- Born: 1936 (age 89–90)
- Education: B.S. Brooklyn College
- Occupation: Businessman
- Known for: President of Monolithic Memories General Partner of U.S. Venture Partners
- Spouse(s): Shiela Federman (until death) Concepcion Socarras
- Children: Four with Shiela Federman (Alex Federman, Carolyn Federman, Eric Federman and Jamie Greenberg); three step-children with Socarras including Nick Woodman

= Irwin Federman =

American businessman

Irwin Federman (born 1936) is an American businessman, philanthropist and General Partner of U.S. Venture Partners.

==Biography==
Federman was born to a Jewish family in 1936 and graduated with a B.S. in Economics from Brooklyn College. After college, he was awarded the Forbes Gold Medal for attaining the highest grade in California on his CPA exam and then worked as an accountant in New York and California. He then went on to serve as CFO of three startup companies the last of which was the troubled semiconductor manufacturer Monolithic Memories (MMI). Irwin was appointed MMI's President, the first non-engineer CEO in the semiconductor industry, and he presided over its successful turn around. Instead of laying workers off, he required that all workers to take one unpaid day off every other week, effectively cutting the payroll by 10% but preserving everyone's job: the policy actually boosted morale as workers bonded over the shared sacrifice; managers came into work on their off days; and everyone was more careful with their expenses. In 1980, MMI went public. In 1987, in a $442 million stock swap, MMI was merged with Advanced Micro Devices to become the world's largest integrated circuit manufacturer. Federman was appointed Vice Chairman of AMD. In 1988, he served as Managing Director of investment banking firm Dillon, Read & Co. In 1990, he joined early-stage venture capital firm, U.S. Venture Partners, where he served as General Partner. He previously served on the Boards of Directors of SanDisk, Checkpoint Software Technologies and Mellanox, Inc.
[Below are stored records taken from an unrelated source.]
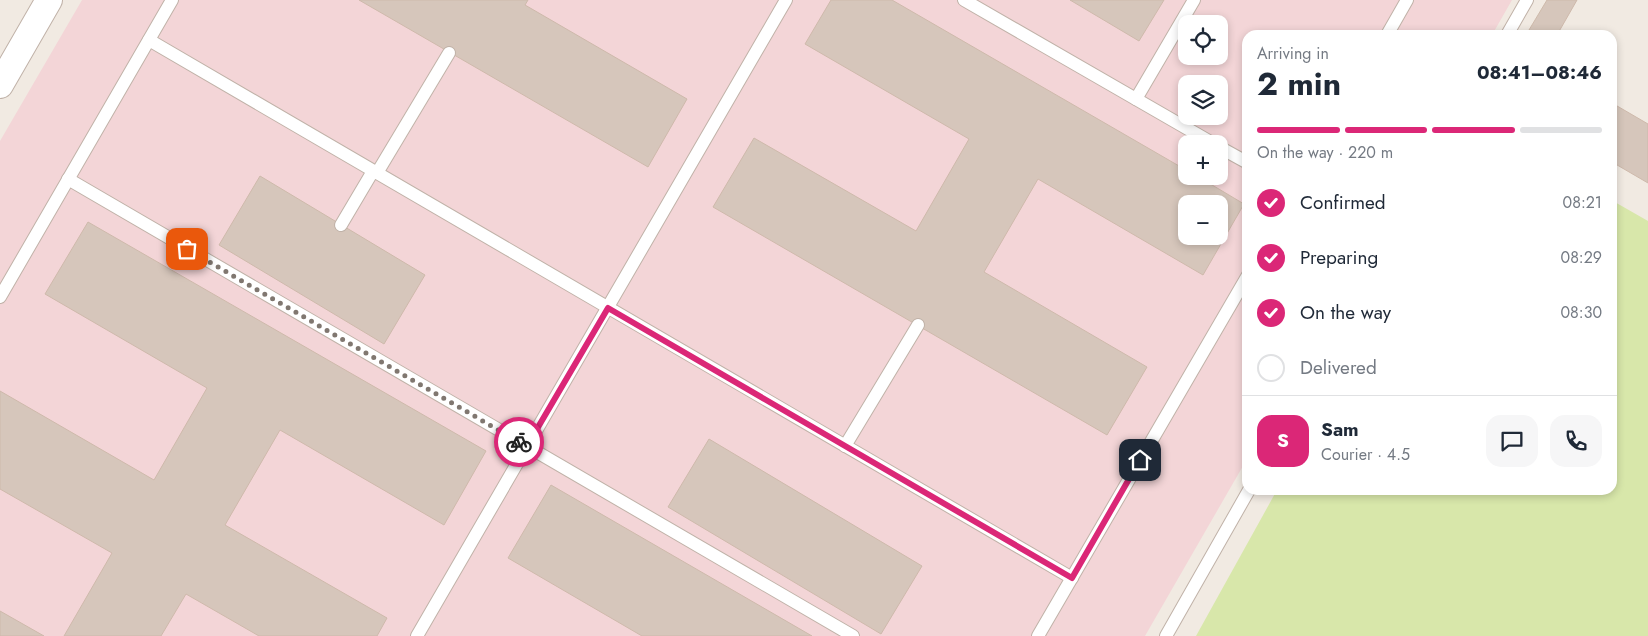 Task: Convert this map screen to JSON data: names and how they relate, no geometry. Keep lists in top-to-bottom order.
{
  "page": {
    "map_buttons": ["+", "−"],
    "heading": ["2 min", "Arriving in", "08:41–08:46"],
    "panel": ["Sam", "Courier · 4.5"],
    "bar": "On the way · 220 m",
    "list": [
      ["Confirmed", "08:21"],
      ["Preparing", "08:29"],
      ["On the way", "08:30"],
      "Delivered"
    ],
    "round": "S"
  }
} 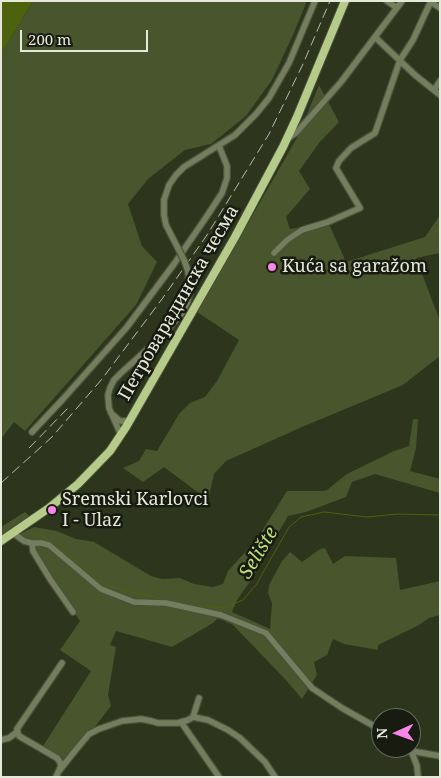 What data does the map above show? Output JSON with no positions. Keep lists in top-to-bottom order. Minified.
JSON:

==Philanthropy and awards==
Federman served two terms as Chairman of the U.S. Semiconductor Industry Association; he served on the board of directors of the National Venture Capital Association, and served two terms on the Dean's advisory board of the Leavey School of Business at Santa Clara Federman received Torch of Liberty Award from the Anti-Defamation League and the Brotherhood Award from the Silicon Valley Conference for Community and Justice. In 2004, Federman was inducted into Junior Achievement's Silicon Valley Hall of Fame. In 2008, he received the International Business Forum's Special Achievement Award. He serves as a trustee of San Francisco Ballet, Brooklyn College, and the San Francisco Museum of Modern Art. He was also awarded an Honorary Doctorate of Engineering Science from Santa Clara University and the Exemplary Community Leadership Award from the Silicon Valley Conference of Christians and Jews (now FACES).

==Personal life==
His first wife was Sheila Federman with whom he had four children; she died in 1987. In 1992, he remarried to Concepcion Socarras, the former wife of Dean Woodman and mother of three children including Nick Woodman, the founder of GoPro.